### What the exercise asks:
Go through the data below and return each line where the string "hidden" appears.

### Dataset records:
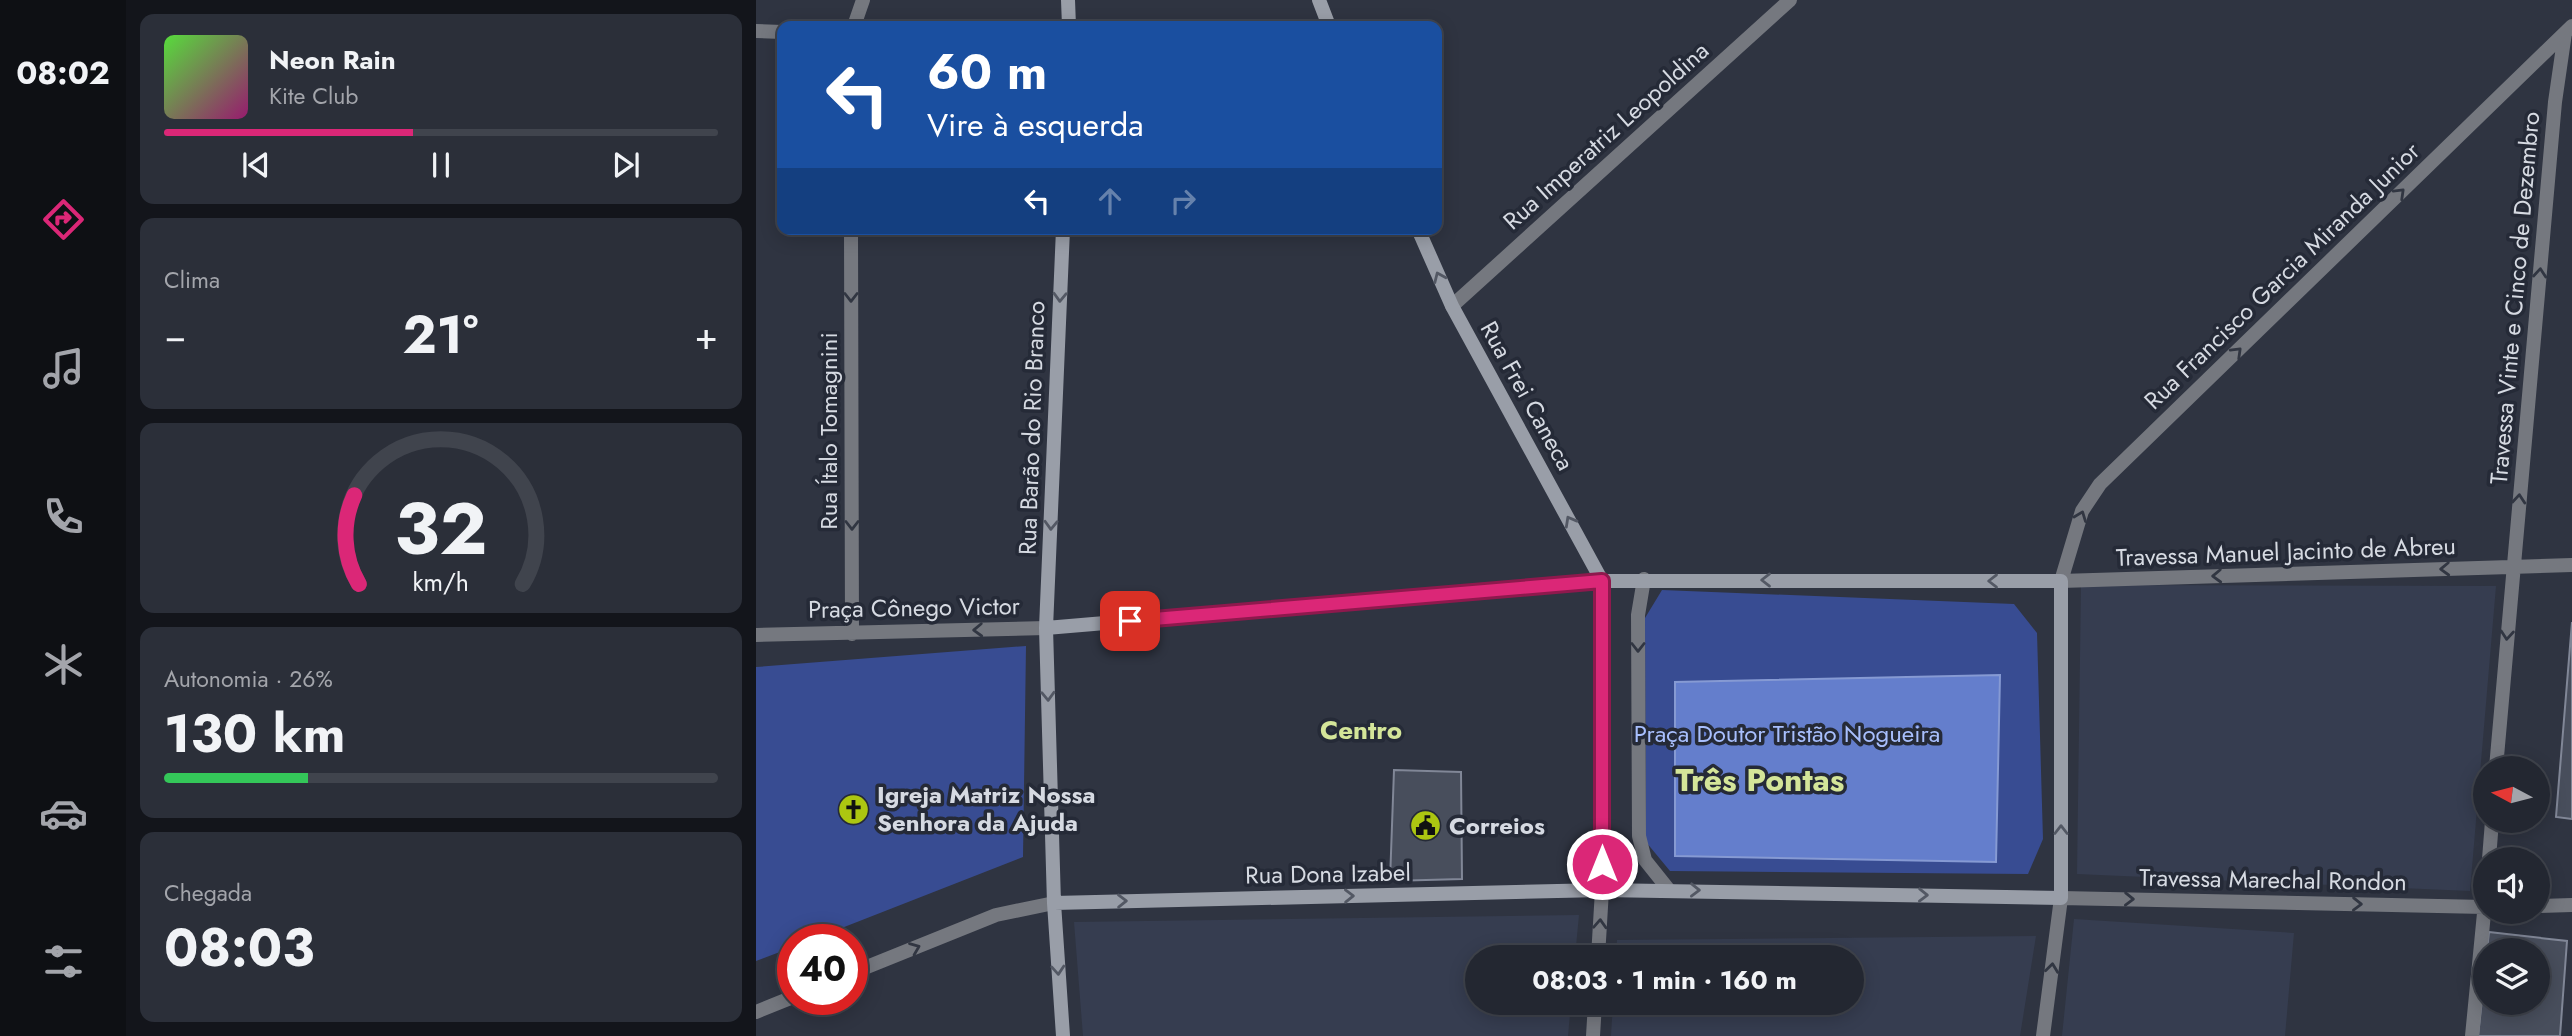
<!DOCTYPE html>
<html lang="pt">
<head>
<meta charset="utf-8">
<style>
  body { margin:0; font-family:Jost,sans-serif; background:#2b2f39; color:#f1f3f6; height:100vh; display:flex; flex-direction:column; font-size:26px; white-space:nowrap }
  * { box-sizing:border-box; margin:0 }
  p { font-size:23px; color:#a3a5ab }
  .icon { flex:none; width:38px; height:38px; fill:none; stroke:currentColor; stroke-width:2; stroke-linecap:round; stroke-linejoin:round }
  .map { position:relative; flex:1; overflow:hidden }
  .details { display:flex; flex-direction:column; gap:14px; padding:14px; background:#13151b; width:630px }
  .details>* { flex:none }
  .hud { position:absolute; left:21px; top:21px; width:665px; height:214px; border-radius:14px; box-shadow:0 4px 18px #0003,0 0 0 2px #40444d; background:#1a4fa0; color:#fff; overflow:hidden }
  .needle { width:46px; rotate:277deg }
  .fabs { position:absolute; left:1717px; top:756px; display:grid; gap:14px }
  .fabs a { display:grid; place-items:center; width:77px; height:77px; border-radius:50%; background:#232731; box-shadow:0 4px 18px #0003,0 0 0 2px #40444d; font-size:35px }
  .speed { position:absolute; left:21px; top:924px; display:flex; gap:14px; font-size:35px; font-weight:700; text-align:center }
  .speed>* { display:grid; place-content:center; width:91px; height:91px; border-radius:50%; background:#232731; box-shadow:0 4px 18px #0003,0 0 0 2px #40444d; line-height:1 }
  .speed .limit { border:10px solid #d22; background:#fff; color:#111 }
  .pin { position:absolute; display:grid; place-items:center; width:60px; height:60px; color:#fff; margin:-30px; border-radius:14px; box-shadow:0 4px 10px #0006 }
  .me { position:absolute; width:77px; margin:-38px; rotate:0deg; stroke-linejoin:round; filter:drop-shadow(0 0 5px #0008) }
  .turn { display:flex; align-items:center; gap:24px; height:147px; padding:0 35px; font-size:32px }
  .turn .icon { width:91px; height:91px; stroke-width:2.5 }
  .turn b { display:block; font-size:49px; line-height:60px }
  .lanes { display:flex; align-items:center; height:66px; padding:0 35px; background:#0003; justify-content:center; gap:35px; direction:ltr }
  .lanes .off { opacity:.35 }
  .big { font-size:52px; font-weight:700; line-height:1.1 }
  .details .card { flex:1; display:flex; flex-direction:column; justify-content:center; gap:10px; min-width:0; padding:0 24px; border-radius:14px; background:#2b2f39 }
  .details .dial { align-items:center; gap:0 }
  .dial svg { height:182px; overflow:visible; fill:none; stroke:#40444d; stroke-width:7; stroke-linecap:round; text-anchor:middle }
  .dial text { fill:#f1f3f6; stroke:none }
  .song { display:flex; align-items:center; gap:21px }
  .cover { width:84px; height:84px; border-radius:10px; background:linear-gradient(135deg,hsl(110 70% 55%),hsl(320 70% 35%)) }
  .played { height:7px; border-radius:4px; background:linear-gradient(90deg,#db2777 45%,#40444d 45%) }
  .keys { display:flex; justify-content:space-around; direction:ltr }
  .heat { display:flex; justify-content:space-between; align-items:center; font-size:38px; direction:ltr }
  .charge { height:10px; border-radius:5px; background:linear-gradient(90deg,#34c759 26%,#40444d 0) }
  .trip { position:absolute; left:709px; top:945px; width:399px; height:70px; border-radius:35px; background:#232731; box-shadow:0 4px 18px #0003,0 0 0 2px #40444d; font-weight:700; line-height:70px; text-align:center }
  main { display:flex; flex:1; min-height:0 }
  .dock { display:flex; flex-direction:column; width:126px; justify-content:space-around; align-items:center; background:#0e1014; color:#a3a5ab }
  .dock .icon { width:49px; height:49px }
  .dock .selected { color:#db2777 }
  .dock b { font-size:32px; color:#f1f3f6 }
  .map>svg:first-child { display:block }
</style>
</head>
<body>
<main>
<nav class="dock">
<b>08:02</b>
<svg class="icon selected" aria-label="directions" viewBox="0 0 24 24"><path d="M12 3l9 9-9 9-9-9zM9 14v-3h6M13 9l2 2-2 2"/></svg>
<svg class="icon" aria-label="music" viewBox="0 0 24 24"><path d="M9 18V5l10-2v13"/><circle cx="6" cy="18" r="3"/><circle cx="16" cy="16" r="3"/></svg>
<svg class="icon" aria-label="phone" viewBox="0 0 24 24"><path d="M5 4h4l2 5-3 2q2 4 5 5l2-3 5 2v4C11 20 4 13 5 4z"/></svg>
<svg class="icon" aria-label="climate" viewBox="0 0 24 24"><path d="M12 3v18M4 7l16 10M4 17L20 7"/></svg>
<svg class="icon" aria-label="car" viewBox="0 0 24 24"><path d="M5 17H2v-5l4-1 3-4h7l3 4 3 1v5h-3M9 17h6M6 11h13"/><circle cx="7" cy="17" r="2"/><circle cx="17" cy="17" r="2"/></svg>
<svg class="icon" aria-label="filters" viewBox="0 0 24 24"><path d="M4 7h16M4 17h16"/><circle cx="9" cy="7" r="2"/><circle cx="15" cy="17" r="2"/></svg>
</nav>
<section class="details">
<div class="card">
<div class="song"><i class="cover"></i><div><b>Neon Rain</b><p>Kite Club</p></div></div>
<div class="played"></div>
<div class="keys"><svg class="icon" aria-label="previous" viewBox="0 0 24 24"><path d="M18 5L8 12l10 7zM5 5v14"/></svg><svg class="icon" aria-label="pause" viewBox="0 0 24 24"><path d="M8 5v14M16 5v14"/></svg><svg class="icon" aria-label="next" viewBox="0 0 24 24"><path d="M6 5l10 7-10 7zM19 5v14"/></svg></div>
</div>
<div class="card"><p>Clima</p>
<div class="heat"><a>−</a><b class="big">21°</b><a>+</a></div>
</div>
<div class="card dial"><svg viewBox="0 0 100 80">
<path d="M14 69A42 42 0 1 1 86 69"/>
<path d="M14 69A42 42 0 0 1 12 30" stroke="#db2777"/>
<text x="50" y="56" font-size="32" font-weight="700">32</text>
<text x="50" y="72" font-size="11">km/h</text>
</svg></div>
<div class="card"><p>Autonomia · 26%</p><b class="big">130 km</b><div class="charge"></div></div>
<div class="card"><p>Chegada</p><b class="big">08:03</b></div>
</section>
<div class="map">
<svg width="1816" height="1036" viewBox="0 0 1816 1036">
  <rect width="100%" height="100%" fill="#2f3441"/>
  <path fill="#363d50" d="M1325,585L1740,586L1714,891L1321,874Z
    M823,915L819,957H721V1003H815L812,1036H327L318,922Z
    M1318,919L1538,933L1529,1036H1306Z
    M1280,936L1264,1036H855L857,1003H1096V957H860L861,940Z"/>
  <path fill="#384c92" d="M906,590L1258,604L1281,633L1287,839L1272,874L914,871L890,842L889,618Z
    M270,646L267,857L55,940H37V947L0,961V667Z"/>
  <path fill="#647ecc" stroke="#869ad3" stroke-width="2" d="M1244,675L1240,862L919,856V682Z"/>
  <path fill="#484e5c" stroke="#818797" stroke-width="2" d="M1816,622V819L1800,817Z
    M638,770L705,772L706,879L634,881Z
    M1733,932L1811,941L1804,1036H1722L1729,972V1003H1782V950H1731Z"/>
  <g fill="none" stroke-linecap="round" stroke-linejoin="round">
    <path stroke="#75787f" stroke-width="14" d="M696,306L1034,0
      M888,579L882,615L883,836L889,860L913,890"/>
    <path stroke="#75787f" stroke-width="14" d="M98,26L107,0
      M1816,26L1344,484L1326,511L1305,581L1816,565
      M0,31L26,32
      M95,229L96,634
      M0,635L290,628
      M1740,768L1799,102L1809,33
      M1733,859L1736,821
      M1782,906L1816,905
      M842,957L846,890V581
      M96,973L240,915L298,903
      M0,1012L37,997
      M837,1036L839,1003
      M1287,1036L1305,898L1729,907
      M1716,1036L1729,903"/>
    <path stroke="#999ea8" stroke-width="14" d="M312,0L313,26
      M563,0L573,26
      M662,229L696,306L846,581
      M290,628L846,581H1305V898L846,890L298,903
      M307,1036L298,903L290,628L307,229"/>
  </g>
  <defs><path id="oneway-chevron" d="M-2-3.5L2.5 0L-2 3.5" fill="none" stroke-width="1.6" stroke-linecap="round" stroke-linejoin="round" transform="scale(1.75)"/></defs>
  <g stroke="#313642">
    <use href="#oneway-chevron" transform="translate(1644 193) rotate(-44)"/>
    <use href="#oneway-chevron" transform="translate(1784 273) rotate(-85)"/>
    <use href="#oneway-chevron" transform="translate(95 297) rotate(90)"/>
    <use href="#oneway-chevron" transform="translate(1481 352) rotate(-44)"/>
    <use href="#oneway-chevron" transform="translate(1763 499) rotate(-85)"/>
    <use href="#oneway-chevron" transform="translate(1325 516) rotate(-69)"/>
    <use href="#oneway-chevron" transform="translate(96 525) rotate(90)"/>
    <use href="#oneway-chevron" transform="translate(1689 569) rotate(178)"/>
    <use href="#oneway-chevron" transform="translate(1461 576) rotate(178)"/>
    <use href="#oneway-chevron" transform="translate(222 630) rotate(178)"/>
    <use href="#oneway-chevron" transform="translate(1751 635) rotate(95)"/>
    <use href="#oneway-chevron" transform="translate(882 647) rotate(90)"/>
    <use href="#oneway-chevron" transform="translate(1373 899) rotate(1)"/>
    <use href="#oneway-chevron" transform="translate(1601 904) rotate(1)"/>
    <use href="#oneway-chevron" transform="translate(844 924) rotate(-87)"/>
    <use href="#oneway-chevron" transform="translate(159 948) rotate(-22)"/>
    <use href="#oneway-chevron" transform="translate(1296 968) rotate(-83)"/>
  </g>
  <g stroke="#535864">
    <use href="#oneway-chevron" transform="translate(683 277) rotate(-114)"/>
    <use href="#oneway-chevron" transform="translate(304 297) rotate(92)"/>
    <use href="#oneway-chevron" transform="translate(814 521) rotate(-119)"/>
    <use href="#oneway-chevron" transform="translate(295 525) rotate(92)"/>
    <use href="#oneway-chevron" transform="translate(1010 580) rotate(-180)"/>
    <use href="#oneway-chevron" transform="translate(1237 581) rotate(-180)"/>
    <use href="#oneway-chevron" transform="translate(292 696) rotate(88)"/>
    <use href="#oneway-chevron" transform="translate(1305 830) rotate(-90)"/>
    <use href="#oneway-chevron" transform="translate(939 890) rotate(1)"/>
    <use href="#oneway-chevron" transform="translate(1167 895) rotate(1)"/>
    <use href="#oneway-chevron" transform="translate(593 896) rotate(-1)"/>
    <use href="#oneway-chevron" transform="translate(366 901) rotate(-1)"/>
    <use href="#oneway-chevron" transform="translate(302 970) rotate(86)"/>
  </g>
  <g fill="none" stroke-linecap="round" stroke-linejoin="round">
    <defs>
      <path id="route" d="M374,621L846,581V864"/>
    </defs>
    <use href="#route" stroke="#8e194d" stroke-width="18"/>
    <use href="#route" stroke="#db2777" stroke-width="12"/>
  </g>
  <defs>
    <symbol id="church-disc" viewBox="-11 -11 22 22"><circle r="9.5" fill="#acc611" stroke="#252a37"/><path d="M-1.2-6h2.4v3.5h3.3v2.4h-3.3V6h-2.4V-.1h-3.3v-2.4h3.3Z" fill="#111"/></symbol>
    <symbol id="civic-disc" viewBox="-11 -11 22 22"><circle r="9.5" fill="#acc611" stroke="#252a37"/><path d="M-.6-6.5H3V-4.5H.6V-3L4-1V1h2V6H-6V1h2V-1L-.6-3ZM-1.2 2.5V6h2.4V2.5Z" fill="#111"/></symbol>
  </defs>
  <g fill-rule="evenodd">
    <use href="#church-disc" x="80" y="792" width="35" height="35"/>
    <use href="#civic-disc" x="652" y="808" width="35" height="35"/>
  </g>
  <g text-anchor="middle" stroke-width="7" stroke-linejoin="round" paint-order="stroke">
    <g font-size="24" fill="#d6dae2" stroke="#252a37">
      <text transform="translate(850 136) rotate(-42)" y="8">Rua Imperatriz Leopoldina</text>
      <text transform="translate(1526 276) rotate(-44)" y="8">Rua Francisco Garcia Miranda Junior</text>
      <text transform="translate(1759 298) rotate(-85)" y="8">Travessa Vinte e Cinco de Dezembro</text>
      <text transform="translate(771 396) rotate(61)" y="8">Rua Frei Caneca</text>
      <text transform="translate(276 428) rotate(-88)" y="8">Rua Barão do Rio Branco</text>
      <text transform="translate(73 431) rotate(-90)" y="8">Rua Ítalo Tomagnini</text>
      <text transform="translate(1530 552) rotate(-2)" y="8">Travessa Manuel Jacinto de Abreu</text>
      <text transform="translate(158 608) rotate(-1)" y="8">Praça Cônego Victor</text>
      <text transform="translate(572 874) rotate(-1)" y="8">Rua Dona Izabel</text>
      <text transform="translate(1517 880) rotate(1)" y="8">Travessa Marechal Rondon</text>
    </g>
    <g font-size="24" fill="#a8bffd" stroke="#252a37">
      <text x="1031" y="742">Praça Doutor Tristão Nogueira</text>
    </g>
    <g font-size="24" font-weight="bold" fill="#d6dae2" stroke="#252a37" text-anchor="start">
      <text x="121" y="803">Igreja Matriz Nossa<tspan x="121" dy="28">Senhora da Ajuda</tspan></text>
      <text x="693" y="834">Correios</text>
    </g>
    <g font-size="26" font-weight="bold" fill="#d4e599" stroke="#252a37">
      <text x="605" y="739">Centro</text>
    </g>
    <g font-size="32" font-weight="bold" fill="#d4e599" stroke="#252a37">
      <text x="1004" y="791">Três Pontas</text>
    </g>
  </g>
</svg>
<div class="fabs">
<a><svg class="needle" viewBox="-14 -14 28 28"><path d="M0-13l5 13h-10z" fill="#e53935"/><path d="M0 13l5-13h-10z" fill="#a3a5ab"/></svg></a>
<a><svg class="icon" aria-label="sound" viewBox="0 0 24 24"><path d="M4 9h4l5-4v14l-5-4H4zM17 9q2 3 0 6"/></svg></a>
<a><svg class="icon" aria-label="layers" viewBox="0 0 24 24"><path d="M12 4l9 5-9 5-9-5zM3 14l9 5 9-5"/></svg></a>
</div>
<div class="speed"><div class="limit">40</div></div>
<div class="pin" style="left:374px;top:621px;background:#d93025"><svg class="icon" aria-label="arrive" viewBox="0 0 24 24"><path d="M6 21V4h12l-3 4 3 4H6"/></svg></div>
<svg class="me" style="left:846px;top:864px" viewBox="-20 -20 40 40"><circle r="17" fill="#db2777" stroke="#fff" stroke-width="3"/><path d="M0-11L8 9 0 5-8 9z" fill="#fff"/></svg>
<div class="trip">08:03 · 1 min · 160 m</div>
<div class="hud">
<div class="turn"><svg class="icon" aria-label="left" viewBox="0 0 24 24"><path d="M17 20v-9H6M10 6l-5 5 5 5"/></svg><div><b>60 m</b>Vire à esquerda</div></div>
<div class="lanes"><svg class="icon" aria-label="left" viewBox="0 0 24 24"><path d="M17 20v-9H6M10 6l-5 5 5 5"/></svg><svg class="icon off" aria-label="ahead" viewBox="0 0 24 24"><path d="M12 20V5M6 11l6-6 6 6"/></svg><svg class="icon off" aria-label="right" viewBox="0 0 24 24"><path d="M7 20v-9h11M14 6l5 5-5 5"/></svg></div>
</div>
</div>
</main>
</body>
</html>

### Problem solution:
  .map { position:relative; flex:1; overflow:hidden }
  .hud { position:absolute; left:21px; top:21px; width:665px; height:214px; border-radius:14px; box-shadow:0 4px 18px #0003,0 0 0 2px #40444d; background:#1a4fa0; color:#fff; overflow:hidden }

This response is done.